Let $f$ be continuous on $\mathbb R\setminus E$ with $\mu(E)=0$ where $\mu$ denotes the Lebesgue measure over $\mathbb R$. $E$ is measurable, therefore (by definition) for every $n\in\mathbb N$ there exists an open set $E_n\supseteq E$ such that $\mu(E_n)<\frac 1n$. An open set in $\mathbb R$ is countable union of open intervals, so that for every $n\in\mathbb N$ the compact set $R_n\,\dot=\,[-n,n]\setminus E_n$ (on which $f$ is continuous) is countable union of intervals - where a set $\{x_0\}$ is considered as the closed interval $[x_0,x_0]$. Note that $R_n\nearrow\mathbb R\setminus E$ as $n\to\infty$.
Assuming (which is true) that every continuous function is uniformly approximable with step functions over compact sets let $\vartheta_n$ be a step function with ${\sf supp}\vartheta_n\subseteq[-n,n]$ and such that $\|\vartheta_n-f\chi_{R_n}\|_\infty<\frac1n$ where $\chi_{R_n}$ denotes the characteristic function of the set $R_n$. (Just for a matter of simplicity, so that there is no need to define another function $\varphi_n$, I chose $\vartheta_n$ to be equal to $0$ on $[-n,n]\setminus R_n=E_n$ instead of $1$ which would work as well). Note that $\vartheta_n$ is a step function over $\mathbb R$ as well (not only over $R_n$).

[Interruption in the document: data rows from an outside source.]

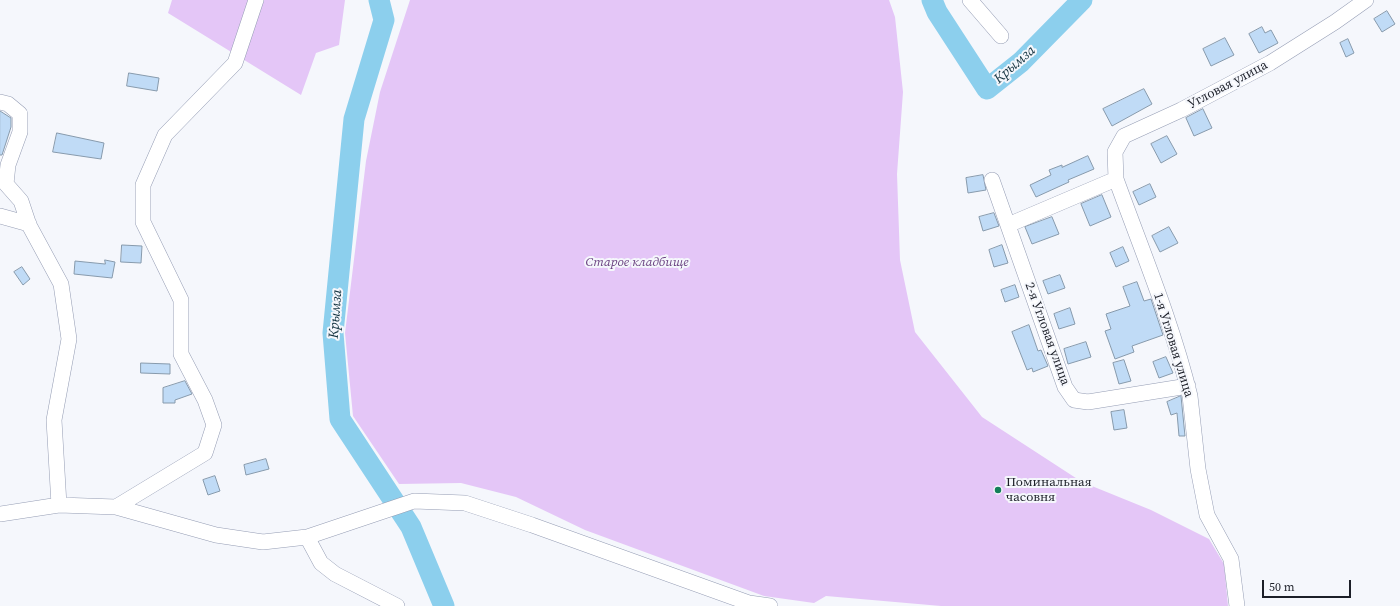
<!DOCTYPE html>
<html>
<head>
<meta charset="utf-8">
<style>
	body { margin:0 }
	#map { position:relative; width:1400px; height:606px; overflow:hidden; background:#f5f7fc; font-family:"Source Serif 4",serif }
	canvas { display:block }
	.scale { position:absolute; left:1262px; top:580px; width:89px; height:18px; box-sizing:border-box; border:2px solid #1c1f28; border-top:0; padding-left:5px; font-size:12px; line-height:14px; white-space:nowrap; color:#1c1f28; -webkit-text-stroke:3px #f5f7fc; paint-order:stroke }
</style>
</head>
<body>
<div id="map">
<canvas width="1400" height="606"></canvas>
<div class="scale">50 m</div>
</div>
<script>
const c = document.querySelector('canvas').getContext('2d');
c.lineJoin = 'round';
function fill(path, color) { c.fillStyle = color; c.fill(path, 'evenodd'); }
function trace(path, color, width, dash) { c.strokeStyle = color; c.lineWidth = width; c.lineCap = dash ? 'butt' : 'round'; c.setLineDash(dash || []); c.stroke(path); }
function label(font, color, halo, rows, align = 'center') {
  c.font = font + ' "Source Serif 4",serif'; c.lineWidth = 4; c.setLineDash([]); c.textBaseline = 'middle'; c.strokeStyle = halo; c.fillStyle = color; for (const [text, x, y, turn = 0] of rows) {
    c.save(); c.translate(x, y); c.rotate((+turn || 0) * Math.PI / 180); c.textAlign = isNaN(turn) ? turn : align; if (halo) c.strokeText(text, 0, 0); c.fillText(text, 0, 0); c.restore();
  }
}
const green = new Path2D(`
	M 172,0 L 345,0 L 339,45 L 316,53 L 301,95 L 168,13 Z
	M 410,0 L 889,0 L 895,17 L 903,92 L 897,174 L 900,260 L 915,332 L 982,417 L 1082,482 L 1151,510 L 1209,539 L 1224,564 L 1228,606 L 941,606 L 826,596 L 814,603 L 764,596 L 585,530 L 516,497 L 461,483 L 399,484 L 353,416 L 345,333 L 366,161 L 380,92 Z`);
const river = new Path2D(`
	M 379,0 L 384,20 L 354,119 L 333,333 L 340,419 L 411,527 L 444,606
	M 932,0 L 937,12 L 987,89 L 1021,62 L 1082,0`);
const building = new Path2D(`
	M 1387,11 L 1395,24 L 1382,32 L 1374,19 Z
	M 1262,27 L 1265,33 L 1271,30 L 1278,43 L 1259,53 L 1249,34 Z
	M 1225,38 L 1234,55 L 1211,66 L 1203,49 Z
	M 1348,39 L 1354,53 L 1346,57 L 1340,43 Z
	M 129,73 L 159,78 L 157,91 L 127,86 Z
	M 1144,89 L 1152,104 L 1112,126 L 1103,109 Z
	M 1203,109 L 1212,128 L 1194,136 L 1186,118 Z
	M 0,111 L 11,118 L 11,127 L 2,155 L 0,155 Z
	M 57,133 L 104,143 L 101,159 L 53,152 Z
	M 1167,136 L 1177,154 L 1161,163 L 1151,144 Z
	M 1088,156 L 1094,169 L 1068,180 L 1069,182 L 1036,197 L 1030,185 L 1051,175 L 1049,170 L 1062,165 L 1062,167 Z
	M 983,175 L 986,190 L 968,193 L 966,178 Z
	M 1150,184 L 1156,197 L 1139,205 L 1133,192 Z
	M 1102,195 L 1111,217 L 1090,226 L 1081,204 Z
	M 994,213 L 999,226 L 983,231 L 979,217 Z
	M 1052,217 L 1059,234 L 1032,244 L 1025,227 Z
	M 1169,227 L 1178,243 L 1160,252 L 1152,236 Z
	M 122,245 L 142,246 L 141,263 L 121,262 Z
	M 1002,245 L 1008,263 L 994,267 L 989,250 Z
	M 1123,247 L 1129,261 L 1116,267 L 1110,253 Z
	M 105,260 L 115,262 L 112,278 L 74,274 L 75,261 L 105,264 Z
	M 22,267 L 30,279 L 23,285 L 14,272 Z
	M 1060,275 L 1065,288 L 1048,294 L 1043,281 Z
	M 1137,282 L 1144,301 L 1151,299 L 1163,335 L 1132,346 L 1134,352 L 1115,359 L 1105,331 L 1111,329 L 1106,314 L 1130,306 L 1123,287 Z
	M 1015,285 L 1019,297 L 1005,302 L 1001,290 Z
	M 1070,308 L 1075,324 L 1059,329 L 1054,314 Z
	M 1029,325 L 1038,351 L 1041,350 L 1048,366 L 1033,372 L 1032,368 L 1027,370 L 1012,332 Z
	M 1086,342 L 1091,357 L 1068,364 L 1064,349 Z
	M 1166,357 L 1173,373 L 1159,378 L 1153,362 Z
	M 1124,360 L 1131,381 L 1119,384 L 1113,363 Z
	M 141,363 L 170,364 L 170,374 L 141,373 Z
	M 185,381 L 192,394 L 175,400 L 175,403 L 163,403 L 163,388 Z
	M 1181,396 L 1185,436 L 1179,436 L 1177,413 L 1171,415 L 1167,402 Z
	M 1124,410 L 1127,428 L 1114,430 L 1111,412 Z
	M 266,459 L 269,469 L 246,475 L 244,465 Z
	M 215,476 L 220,491 L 208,495 L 203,480 Z`);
const minor = new Path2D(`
	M 970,0 L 1001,36
	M 0,102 L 8,104 L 20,114 L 20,132 L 8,165 L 6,184 L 21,201 L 29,225 L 61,284 L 69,339 L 54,420 L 59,505
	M 992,180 L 1065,387 L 1074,400 L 1088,402 L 1188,386
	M 0,216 L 29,224
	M 1008,225 L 1116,179
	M 116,507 L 205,453 L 214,425 L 205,400 L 181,354 L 181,300 L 143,222 L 143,185 L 165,135 L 235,63 L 256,0
	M 0,514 L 59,505 L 116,507 L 216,535 L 263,542 L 307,537 L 414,501 L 465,503 L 532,525 L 749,603 L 770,606
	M 307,537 L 321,563 L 335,574 L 397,606
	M 1237,606 L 1231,559 L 1207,515 L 1198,469 L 1190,396 C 1172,322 1142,251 1116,179 L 1115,152 L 1124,136 L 1181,110 L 1270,63 L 1335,22 L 1366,0`);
const markers = [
	[998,490,4,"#147f5a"]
];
const streetNames = [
	["Угловая улица",1228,85,-28],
	["2-я Угловая улица",1047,334,70],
	["1-я Угловая улица",1173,345,73]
];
const parkNames = [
	["Старое кладбище",637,263]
];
const poiNames = [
	["Поминальная",1006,483],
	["часовня",1006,498]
];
const waterNames = [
	["Крымза",1015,65,-41],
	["Крымза",336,314,-86]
];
fill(green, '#e4c6f7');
trace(river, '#8ccfed', 21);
fill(building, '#c0dbf6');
trace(building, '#879aac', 1);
trace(minor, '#959db4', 16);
trace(minor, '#fff', 15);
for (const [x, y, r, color] of markers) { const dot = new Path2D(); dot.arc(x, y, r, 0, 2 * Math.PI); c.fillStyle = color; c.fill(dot); trace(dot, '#f5f7fc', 1.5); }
label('13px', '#1c1f28', '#f5f7fc', streetNames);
label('italic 13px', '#6a4281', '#f5f7fc', parkNames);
label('13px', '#1c1f28', '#f5f7fc', poiNames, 'left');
label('italic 14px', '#133340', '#f5f7fc', waterNames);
</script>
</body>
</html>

Then for every $x\in\mathbb R\setminus E~$ $\vartheta_n(x)\to f(x)$ as $n\to\infty$. In fact, since $R_n\nearrow\mathbb R\setminus E$, there exists a natural $\nu=\nu(x)$ such that $x\in R_n$ for every $n\geq\nu$, therefore by the property of $\vartheta_n$ you have that $|\vartheta_n(x)-f(x)|<\frac 1n$ for every $n\geq\nu$. This ensures that $\vartheta_n\to f$ pointwise in $\mathbb R\setminus E$, id est almost everywhere.
EDIT: I think that local Riemann-integrability over is sufficient though. If $f$ is locally Riemann-integrable, then for every $n$ there exists a partition $\mathcal P_n=(t_0,\ldots,t_{k_n})$ of $[-n,n]$ such that
$$
\left| s_n - \int_{-n}^nf(x)\,{\rm d}x \right| < \frac 1n
$$
where
$$
s_n
=
\sum_{j=1}^{k_n} (t_j-t_{j-1})m_j
\quad\text{and}\quad
m_j
=
\underset{x\in[t_{j-1},t_j]}{\sf ess\,inf} f(x)
$$
where the essential infimum is taken with respect to the Peano-Jordan measure. Therefore the function
$$
\vartheta_n
=
\sum_{j=1}^{k_n} m_j\chi_{(t_{j-1},t_j]}
$$
locally converges in the $L^1$-norm to $f$ as $n\to\infty$ (remember that a locally Riemann-integrable function is also locally Lebesgue integrable). There is an easily provable result that states that this implies that there exists a subsequence $\vartheta_{n_j}$ which converges to $f$ almost everywhere as $j\to \infty$.
Best Answer
Take $\phi_{n}(x)=\sum_{i=1}^{n}\frac{n}{n+i}\chi_{E_{i}}(x)$ where $E_{i}=\{x: 1+\frac{i-1}{n}<x<1+\frac{i}{n}\}$.
Actually, you can see that it is natural by drawing the graph of $f$ and $\phi_{n}$.